#### [Data provided]
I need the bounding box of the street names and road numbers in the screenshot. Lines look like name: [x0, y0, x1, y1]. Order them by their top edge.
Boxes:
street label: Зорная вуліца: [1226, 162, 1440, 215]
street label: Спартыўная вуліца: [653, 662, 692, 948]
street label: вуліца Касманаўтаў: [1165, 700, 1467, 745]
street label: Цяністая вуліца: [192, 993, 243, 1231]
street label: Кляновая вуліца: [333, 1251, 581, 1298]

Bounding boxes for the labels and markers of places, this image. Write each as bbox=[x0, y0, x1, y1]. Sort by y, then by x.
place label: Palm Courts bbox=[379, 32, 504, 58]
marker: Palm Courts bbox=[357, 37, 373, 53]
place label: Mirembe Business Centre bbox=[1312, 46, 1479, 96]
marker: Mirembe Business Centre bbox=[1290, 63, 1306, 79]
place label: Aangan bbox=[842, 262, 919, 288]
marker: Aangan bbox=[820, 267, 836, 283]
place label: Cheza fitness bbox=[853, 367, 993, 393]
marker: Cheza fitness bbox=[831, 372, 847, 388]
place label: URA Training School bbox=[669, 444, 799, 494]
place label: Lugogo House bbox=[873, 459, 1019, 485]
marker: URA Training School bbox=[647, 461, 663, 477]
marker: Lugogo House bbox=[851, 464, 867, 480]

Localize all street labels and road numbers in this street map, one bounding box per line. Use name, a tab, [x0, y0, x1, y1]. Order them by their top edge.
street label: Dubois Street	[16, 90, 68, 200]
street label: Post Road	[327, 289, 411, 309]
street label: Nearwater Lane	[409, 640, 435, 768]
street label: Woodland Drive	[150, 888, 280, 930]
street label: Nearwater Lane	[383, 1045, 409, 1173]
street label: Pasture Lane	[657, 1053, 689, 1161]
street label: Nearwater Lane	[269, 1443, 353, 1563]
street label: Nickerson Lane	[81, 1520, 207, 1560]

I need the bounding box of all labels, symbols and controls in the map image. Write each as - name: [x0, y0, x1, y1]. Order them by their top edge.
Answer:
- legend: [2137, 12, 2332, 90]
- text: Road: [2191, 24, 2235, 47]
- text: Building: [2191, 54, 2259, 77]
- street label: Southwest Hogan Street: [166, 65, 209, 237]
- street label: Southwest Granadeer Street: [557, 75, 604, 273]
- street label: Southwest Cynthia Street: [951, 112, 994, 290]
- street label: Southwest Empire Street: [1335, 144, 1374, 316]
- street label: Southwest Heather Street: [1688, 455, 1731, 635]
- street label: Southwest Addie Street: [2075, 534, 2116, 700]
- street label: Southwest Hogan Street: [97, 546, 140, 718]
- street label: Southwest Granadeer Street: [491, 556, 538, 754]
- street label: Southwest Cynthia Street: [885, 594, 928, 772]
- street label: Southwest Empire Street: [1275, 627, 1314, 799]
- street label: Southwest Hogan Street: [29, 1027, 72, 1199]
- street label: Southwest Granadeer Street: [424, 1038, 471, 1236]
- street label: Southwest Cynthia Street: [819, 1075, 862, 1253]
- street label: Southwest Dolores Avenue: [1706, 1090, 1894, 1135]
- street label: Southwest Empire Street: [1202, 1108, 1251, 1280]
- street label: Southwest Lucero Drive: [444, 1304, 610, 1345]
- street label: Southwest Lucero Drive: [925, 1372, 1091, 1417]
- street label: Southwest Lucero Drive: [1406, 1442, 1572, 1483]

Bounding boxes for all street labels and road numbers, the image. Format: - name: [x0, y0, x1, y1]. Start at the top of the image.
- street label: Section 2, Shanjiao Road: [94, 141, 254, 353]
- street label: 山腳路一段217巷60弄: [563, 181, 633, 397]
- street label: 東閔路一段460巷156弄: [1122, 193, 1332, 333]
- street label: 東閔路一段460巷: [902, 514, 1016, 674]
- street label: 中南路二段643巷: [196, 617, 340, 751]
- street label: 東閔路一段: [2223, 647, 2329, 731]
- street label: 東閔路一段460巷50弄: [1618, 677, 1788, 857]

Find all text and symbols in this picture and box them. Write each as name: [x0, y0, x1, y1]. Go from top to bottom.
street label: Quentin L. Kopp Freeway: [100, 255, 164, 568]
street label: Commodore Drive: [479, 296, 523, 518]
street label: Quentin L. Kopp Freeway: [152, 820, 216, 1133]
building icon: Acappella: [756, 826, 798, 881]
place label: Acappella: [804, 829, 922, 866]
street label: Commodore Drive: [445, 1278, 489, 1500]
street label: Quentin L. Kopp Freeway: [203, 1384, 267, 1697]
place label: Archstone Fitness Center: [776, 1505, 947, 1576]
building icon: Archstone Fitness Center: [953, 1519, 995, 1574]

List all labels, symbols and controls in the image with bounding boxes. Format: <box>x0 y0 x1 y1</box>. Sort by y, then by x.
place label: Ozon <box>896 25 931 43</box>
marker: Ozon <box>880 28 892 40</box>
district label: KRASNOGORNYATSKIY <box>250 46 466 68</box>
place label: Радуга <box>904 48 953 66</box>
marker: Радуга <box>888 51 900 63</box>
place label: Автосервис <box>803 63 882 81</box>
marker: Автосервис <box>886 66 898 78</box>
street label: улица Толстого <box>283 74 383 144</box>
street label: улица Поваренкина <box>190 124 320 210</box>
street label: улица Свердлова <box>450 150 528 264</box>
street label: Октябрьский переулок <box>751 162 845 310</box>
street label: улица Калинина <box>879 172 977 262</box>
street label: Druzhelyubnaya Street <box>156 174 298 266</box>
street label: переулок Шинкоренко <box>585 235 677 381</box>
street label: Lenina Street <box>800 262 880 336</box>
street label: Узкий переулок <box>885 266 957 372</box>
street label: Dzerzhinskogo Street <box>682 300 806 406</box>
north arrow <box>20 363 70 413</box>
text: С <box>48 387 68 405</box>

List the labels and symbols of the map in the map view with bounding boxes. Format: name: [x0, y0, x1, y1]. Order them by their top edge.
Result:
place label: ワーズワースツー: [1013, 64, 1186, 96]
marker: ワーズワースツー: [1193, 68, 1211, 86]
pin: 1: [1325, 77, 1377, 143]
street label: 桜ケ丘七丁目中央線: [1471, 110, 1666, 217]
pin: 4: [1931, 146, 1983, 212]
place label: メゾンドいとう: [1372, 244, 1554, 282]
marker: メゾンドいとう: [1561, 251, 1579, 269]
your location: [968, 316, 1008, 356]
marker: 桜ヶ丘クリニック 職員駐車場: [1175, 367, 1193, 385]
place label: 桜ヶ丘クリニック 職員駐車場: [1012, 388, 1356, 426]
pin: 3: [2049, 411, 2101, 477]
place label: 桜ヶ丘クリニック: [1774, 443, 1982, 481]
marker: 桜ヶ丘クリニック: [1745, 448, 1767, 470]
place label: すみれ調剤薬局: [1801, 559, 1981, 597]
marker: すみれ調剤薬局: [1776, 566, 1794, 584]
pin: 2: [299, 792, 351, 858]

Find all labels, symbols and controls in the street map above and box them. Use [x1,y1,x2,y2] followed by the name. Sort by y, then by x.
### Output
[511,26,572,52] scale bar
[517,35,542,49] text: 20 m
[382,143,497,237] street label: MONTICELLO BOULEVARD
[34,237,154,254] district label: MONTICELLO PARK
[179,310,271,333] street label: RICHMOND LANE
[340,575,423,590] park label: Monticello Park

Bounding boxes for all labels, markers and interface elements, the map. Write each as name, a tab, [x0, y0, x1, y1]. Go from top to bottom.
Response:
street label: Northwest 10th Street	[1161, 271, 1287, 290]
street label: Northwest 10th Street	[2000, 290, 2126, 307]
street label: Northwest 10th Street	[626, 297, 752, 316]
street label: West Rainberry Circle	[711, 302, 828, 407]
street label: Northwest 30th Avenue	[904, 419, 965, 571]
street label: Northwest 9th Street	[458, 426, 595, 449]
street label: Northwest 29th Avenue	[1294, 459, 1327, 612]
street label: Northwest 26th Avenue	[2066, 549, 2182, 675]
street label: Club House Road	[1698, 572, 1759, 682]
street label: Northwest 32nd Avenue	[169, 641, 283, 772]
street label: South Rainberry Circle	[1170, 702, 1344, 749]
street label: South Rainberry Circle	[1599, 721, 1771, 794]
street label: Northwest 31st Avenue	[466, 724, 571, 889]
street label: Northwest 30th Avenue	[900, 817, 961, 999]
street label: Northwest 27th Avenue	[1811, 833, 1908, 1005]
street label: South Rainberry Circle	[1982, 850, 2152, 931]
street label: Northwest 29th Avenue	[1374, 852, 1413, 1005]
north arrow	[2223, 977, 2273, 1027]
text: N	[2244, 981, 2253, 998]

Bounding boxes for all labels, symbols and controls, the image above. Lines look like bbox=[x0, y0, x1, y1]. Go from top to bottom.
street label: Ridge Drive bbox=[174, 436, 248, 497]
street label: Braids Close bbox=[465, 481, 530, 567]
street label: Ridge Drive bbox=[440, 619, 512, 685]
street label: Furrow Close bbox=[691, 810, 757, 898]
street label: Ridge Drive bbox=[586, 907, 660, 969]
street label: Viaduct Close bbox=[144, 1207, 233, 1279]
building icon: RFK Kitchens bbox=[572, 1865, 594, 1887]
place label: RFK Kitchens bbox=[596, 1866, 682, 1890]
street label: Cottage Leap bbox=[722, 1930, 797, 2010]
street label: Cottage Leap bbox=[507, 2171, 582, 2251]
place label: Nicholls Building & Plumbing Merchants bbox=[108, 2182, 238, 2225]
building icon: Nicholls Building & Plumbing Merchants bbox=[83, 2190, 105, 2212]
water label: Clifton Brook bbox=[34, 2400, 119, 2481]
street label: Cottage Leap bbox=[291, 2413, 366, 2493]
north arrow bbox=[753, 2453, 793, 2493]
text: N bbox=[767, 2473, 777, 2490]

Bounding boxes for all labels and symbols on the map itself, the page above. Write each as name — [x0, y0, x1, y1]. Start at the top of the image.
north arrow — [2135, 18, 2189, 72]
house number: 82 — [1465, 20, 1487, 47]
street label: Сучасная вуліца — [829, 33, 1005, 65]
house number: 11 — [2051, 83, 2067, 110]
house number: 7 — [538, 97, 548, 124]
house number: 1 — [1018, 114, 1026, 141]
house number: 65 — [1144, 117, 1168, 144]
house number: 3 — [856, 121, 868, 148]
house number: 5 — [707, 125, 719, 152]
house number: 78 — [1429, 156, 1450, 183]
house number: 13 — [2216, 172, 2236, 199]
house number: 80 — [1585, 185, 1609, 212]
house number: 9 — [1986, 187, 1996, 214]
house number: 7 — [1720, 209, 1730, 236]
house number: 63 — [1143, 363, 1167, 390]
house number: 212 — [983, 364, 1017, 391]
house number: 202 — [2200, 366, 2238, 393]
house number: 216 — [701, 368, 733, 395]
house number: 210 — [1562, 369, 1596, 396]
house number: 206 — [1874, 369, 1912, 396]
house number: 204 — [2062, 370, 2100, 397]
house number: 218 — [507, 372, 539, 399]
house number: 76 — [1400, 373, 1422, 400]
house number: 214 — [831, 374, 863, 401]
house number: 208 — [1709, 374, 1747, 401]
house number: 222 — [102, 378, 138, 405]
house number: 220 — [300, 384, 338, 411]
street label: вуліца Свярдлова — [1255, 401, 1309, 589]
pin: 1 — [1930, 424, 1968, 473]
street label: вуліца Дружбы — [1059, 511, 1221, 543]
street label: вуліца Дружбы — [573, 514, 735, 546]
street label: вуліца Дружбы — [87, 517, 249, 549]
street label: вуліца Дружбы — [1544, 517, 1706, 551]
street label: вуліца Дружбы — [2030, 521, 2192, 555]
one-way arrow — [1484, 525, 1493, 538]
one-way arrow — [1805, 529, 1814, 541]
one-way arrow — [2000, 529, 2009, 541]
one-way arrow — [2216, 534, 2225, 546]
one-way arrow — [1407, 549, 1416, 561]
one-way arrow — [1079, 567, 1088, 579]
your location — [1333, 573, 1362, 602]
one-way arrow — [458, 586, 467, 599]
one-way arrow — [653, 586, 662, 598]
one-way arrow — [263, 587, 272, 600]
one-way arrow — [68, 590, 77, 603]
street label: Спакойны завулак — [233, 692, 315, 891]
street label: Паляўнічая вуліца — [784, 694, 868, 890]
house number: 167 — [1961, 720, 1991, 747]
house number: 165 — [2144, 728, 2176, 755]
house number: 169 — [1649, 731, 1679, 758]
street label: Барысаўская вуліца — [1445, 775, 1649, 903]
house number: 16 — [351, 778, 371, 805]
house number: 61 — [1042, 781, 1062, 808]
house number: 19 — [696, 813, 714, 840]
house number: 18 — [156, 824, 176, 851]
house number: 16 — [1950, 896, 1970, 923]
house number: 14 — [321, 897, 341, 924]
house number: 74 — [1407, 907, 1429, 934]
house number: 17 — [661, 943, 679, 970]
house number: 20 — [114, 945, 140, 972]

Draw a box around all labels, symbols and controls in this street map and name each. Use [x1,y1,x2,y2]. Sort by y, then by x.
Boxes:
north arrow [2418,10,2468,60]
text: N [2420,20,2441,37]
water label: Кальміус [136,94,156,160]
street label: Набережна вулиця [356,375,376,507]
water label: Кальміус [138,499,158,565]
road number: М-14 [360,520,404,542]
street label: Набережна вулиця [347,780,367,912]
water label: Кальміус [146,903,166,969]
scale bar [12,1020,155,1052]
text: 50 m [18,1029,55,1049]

#### [Aim of the task]
Go through the records above and copy every line holding the word "need".

#### [Answer space]
I need the bounding box of the street names and road numbers in the screenshot. Lines look like name: [x0, y0, x1, y1]. Order them by their top edge.
I need the bounding box of all labels, symbols and controls in the map image. Write each as - name: [x0, y0, x1, y1]. Order them by their top edge.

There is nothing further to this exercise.